A internet é um local distante: uma selva exótica, um deserto ardente, uma galáxia situada para lá da nebulosa mais remota. A internet é mesmo ali, ao lado daquele botão. A internet é muito grande. Cabe lá tudo. Até a imaginação mais delirante. Ou Flexico, a cidade/lugar/país imaginário para onde o colectivo Goth Money escapa, sempre que a luz vermelha se acende e é hora de gravar.

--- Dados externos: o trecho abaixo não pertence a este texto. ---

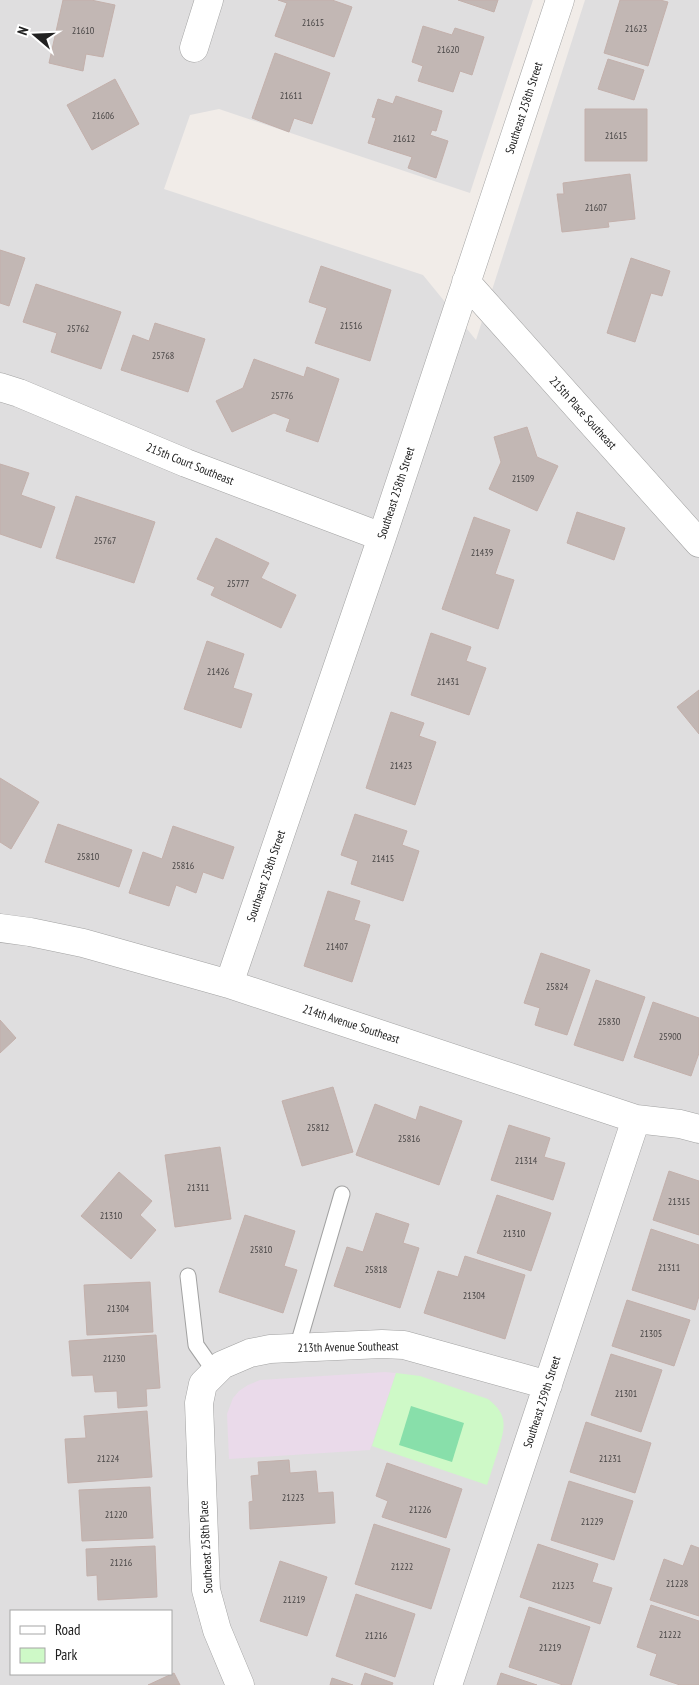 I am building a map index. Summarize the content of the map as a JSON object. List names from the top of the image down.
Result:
{
  "streets": {
    "street": [
      "Southeast 258th Street",
      "215th Place Southeast",
      "215th Court Southeast",
      "214th Avenue Southeast",
      "213th Avenue Southeast",
      "Southeast 259th Street",
      "Southeast 258th Place"
    ]
  },
  "crossings": [
    ["Southeast 258th Street", "215th Place Southeast"],
    ["Southeast 258th Street", "215th Court Southeast"],
    ["Southeast 258th Street", "214th Avenue Southeast"],
    ["214th Avenue Southeast", "Southeast 259th Street"],
    ["213th Avenue Southeast", "Southeast 259th Street"],
    ["213th Avenue Southeast", "Southeast 258th Place"]
  ],
  "house_numbers": [
    "21615",
    "21623",
    "21610",
    "21620",
    "21611",
    "21606",
    "21615",
    "21612",
    "21607",
    "21516",
    "25762",
    "25768",
    "25776",
    "21509",
    "25767",
    "21439",
    "25777",
    "21426",
    "21431",
    "21423",
    "25810",
    "21415",
    "25816",
    "21407",
    "25824",
    "25830",
    "25900",
    "25812",
    "25816",
    "21314",
    "21311",
    "21315",
    "21310",
    "21310",
    "25810",
    "21311",
    "25818",
    "21304",
    "21304",
    "21305",
    "21230",
    "21301",
    "21224",
    "21231",
    "21223",
    "21226",
    "21220",
    "21229",
    "21216",
    "21222",
    "21228",
    "21223",
    "21219",
    "21222",
    "21216",
    "21219"
  ],
  "legend": ["Road", "Park"],
  "north": "left"
} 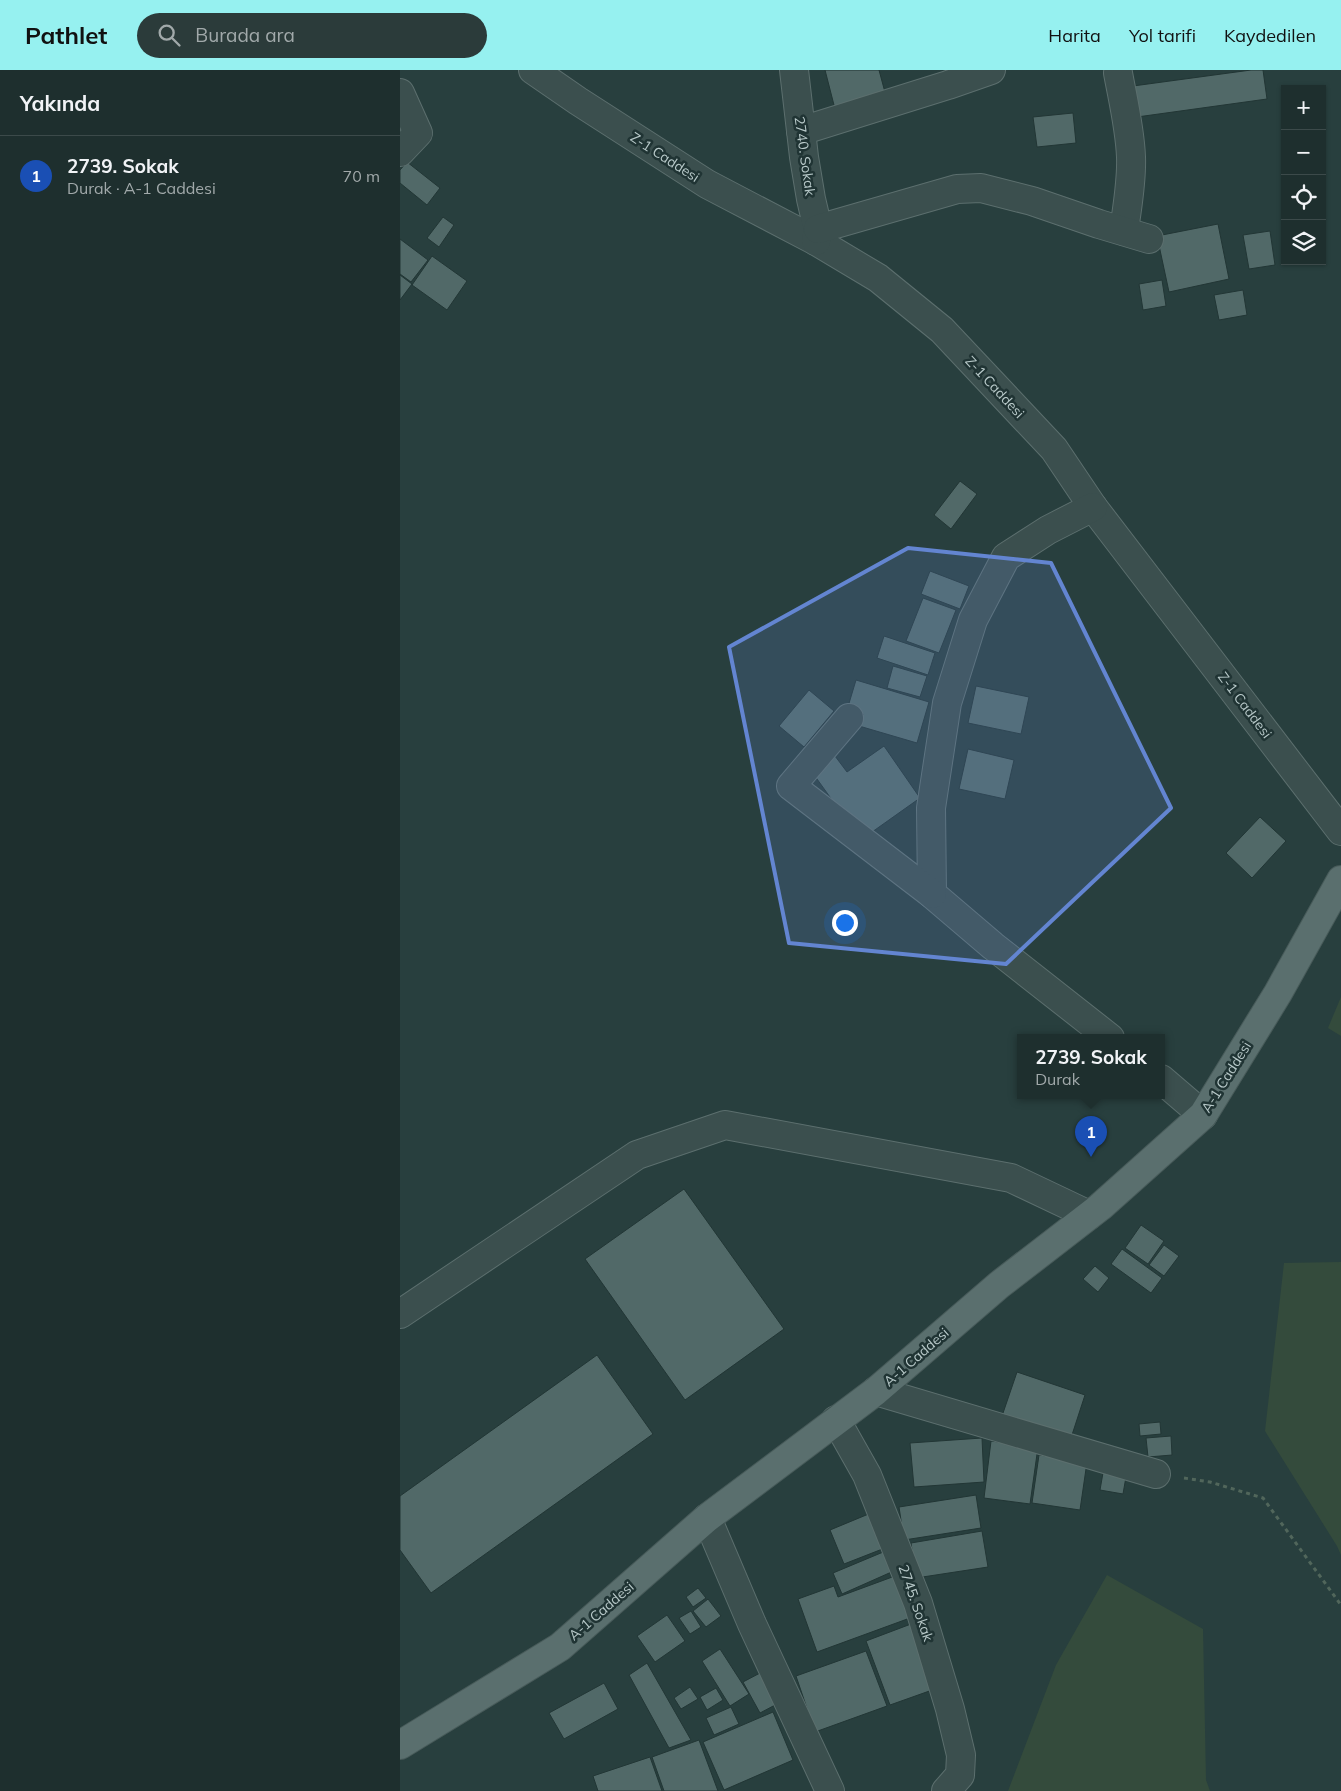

Trillionaires é a estreia a sério do colectivo formado por Hunned Mill, Kane Grocerys, Karmah, Luckaleannn, Black Kray e MFK Marcy Mane. Curiosamente, e isso é um dado novo, os seis elementos centrais da Goth Money não vêm de um mesmo bairro ou de uma mesma cidade. nem sequer de um mesmo estado. Este grupo forjou as suas alianças através da internet, usando as redes sociais como canais de comunicação através dos quais se desenhou uma outra ideia de pertença. Não a um lugar, mas a uma ideia: “Gods Over This Humanity“. GOTH.

Claro que a ideia nocturna de um sentido puramente americano de gótico atravessa o subtexto musical deste grupo: tons menores, arrastados, como se esta música fosse produzida durante um sonho ou melhor ainda durante uma alucinação; e depois há o sentido estético dominante nas roupas, com o grupo a adoptar sobretudo cores escuras e a não se importar de usar t-shirts de Linkin Park ou Korn não como afirmação de algum tipo de filiação musical, mas como uma oblíqua declaração de moda – um grupo de miúdos negros dos projects que pega numa “farda” dos subúrbios brancos de há uma década ou mais e a reclama tem que ter um significado mais profundo do que simplesmente um redondo “why not?“… Certo?…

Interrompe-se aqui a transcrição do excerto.